◆ WHAT NEEDS TO BE DONE:
Copy out each line in the material below that has the word "CARLOS".

★ ★ ★ ★ ★ ★ ★

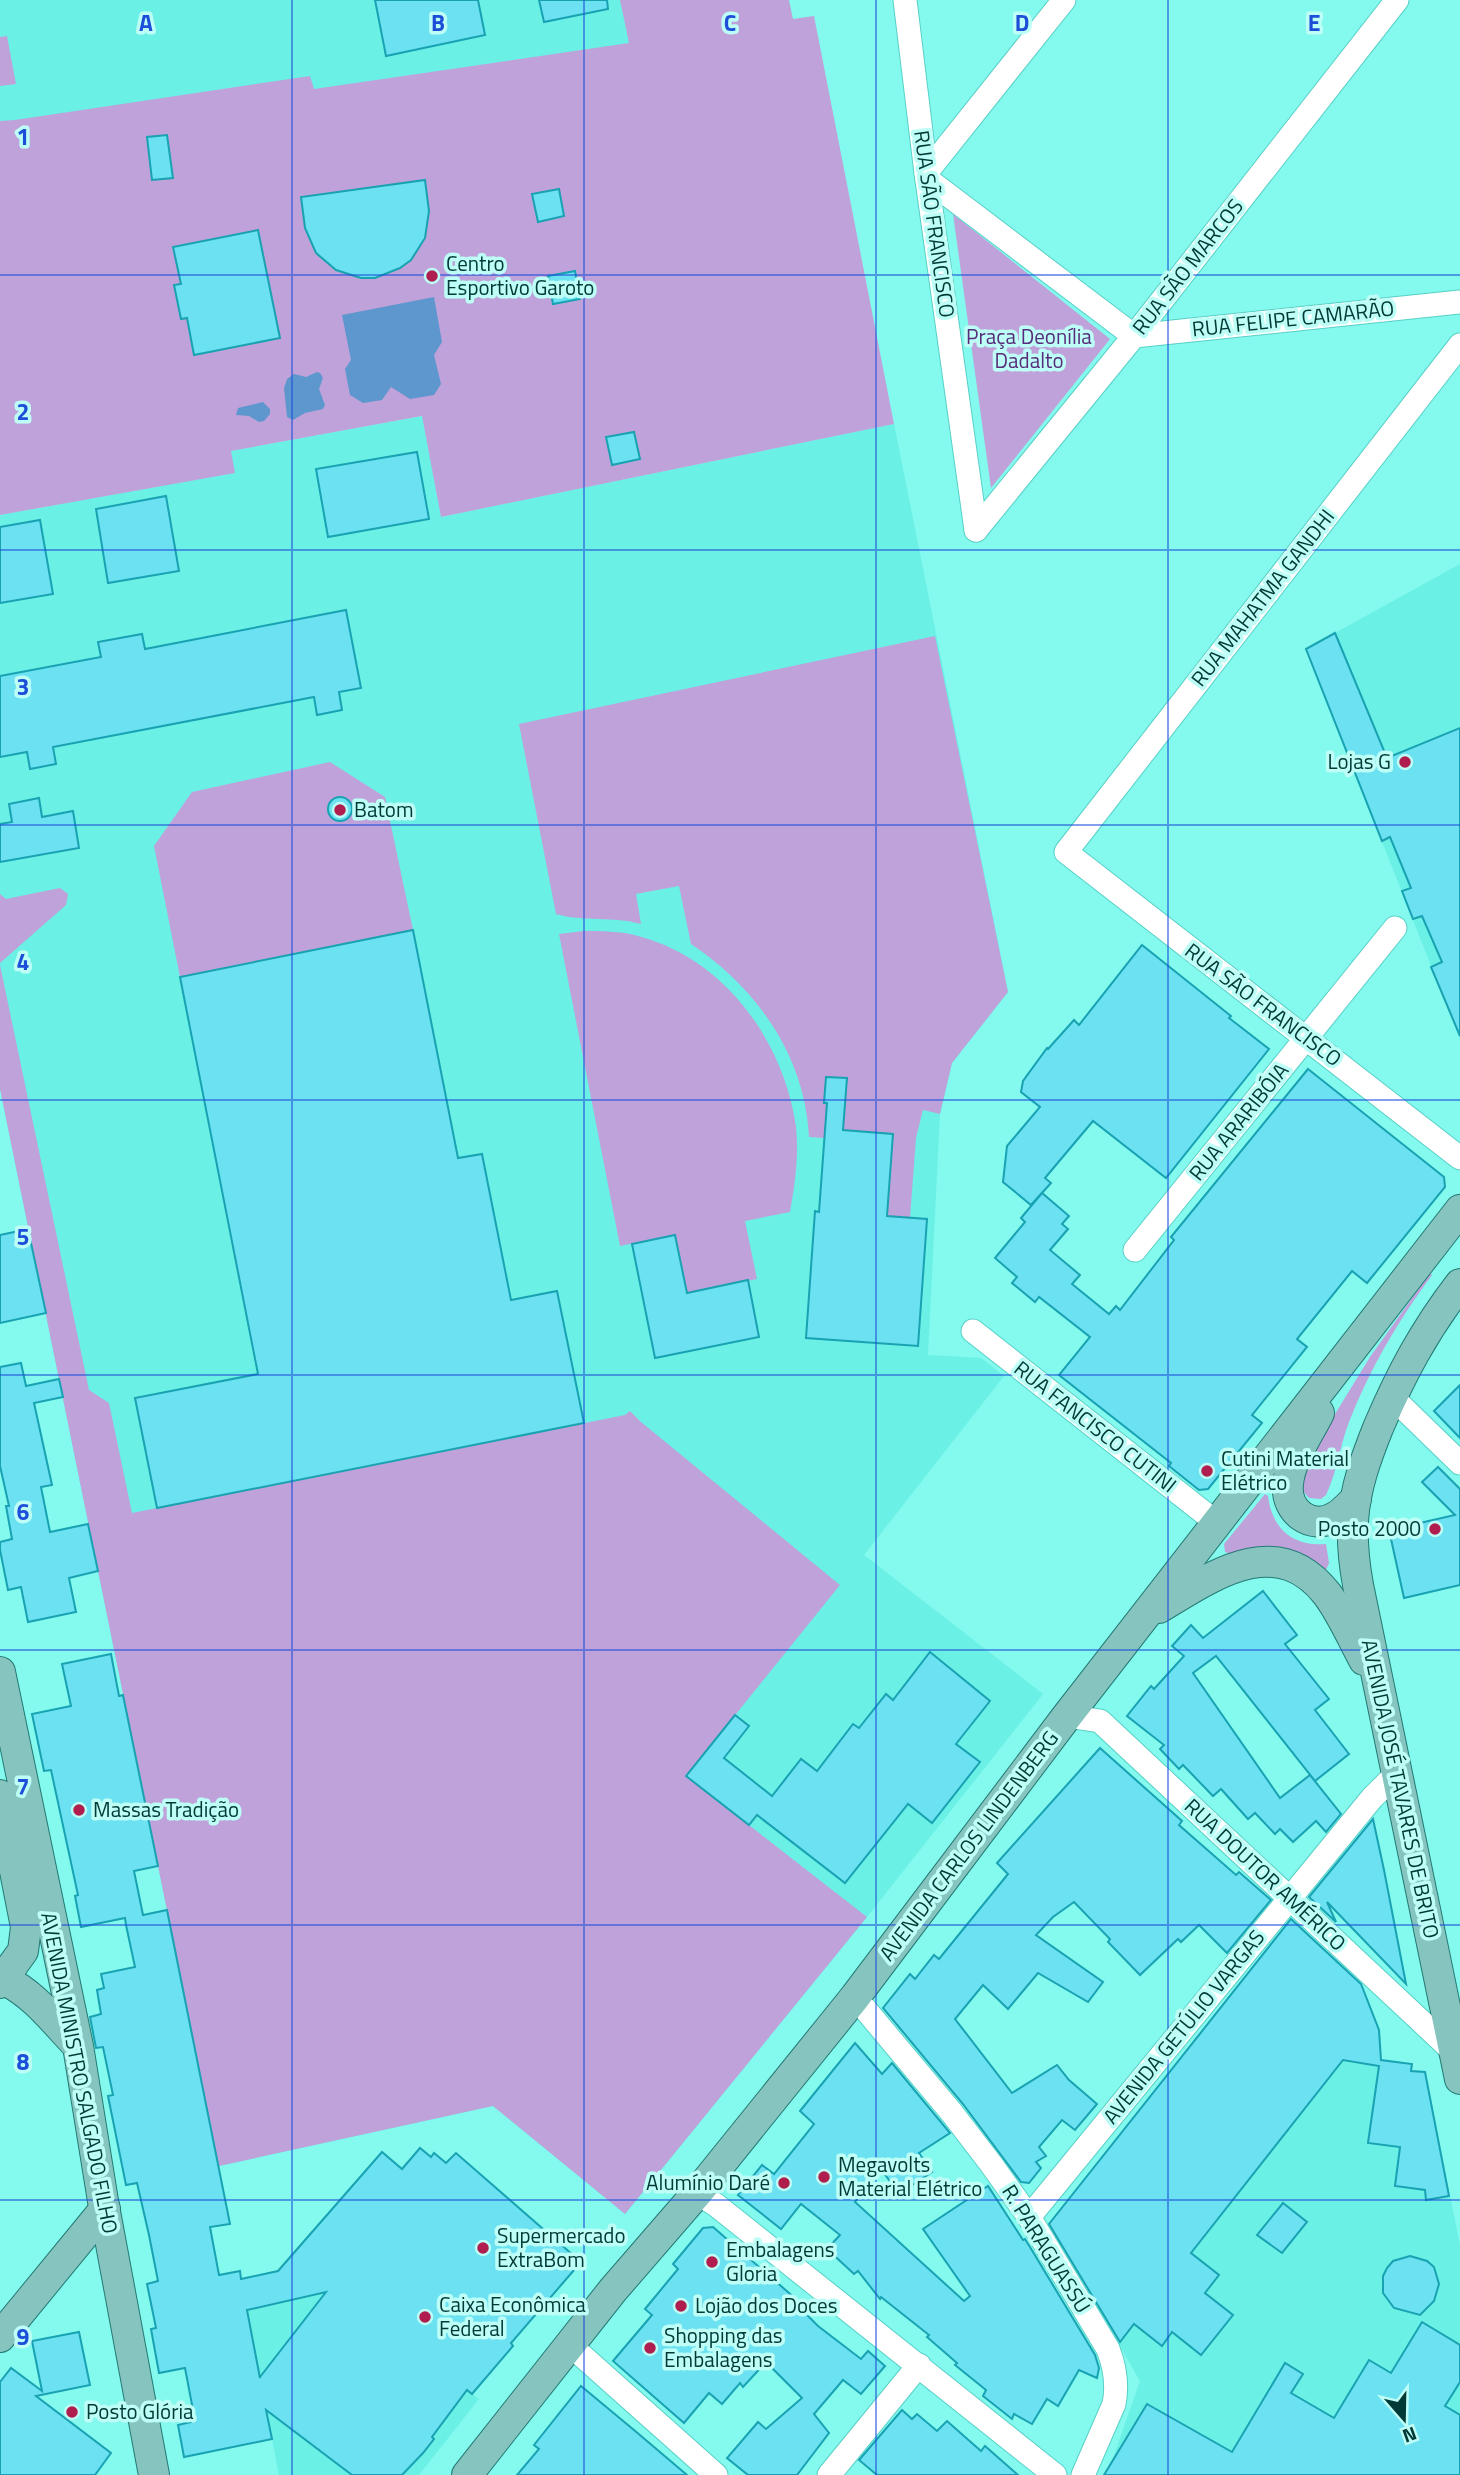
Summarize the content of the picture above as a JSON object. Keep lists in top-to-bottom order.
{
  "streets": {
    "main road": ["AVENIDA JOSÉ TAVARES DE BRITO", "AVENIDA CARLOS LINDENBERG", "AVENIDA MINISTRO SALGADO FILHO"],
    "street": [
      "RUA SÃO FRANCISCO",
      "RUA SÃO MARCOS",
      "RUA FELIPE CAMARÃO",
      "RUA MAHATMA GANDHI",
      "RUA ARARIBÓIA",
      "RUA FANCISCO CUTINI",
      "RUA DOUTOR AMÉRICO",
      "AVENIDA GETÚLIO VARGAS",
      "R. PARAGUASSÚ"
    ]
  },
  "crossings": [
    ["RUA SÃO FRANCISCO", "RUA SÃO MARCOS"],
    ["RUA SÃO FRANCISCO", "RUA MAHATMA GANDHI"],
    ["RUA SÃO FRANCISCO", "RUA ARARIBÓIA"],
    ["RUA SÃO MARCOS", "RUA FELIPE CAMARÃO"],
    ["RUA FANCISCO CUTINI", "AVENIDA CARLOS LINDENBERG"],
    ["AVENIDA JOSÉ TAVARES DE BRITO", "RUA DOUTOR AMÉRICO"],
    ["AVENIDA JOSÉ TAVARES DE BRITO", "AVENIDA GETÚLIO VARGAS"],
    ["AVENIDA CARLOS LINDENBERG", "RUA DOUTOR AMÉRICO"],
    ["AVENIDA CARLOS LINDENBERG", "R. PARAGUASSÚ"],
    ["RUA DOUTOR AMÉRICO", "AVENIDA GETÚLIO VARGAS"],
    ["AVENIDA GETÚLIO VARGAS", "R. PARAGUASSÚ"]
  ],
  "parks": ["Praça Deonília Dadalto"],
  "places": [
    "Centro Esportivo Garoto",
    "Lojas G",
    "Batom",
    "Cutini Material Elétrico",
    "Posto 2000",
    "Massas Tradição",
    "Megavolts Material Elétrico",
    "Alumínio Daré",
    "Supermercado ExtraBom",
    "Embalagens Gloria",
    "Lojão dos Doces",
    "Caixa Econômica Federal",
    "Shopping das Embalagens",
    "Posto Glória"
  ],
  "north": "bottom",
  "grid": {
    "columns": [
      "A",
      "B",
      "C",
      "D",
      "E"
    ],
    "rows": [
      "1",
      "2",
      "3",
      "4",
      "5",
      "6",
      "7",
      "8",
      "9"
    ]
  }
}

★ ★ ★ ★ ★ ★ ★

◆ TASK RESULT:
    "main road": ["AVENIDA JOSÉ TAVARES DE BRITO", "AVENIDA CARLOS LINDENBERG", "AVENIDA MINISTRO SALGADO FILHO"],
    ["RUA FANCISCO CUTINI", "AVENIDA CARLOS LINDENBERG"],
    ["AVENIDA CARLOS LINDENBERG", "RUA DOUTOR AMÉRICO"],
    ["AVENIDA CARLOS LINDENBERG", "R. PARAGUASSÚ"],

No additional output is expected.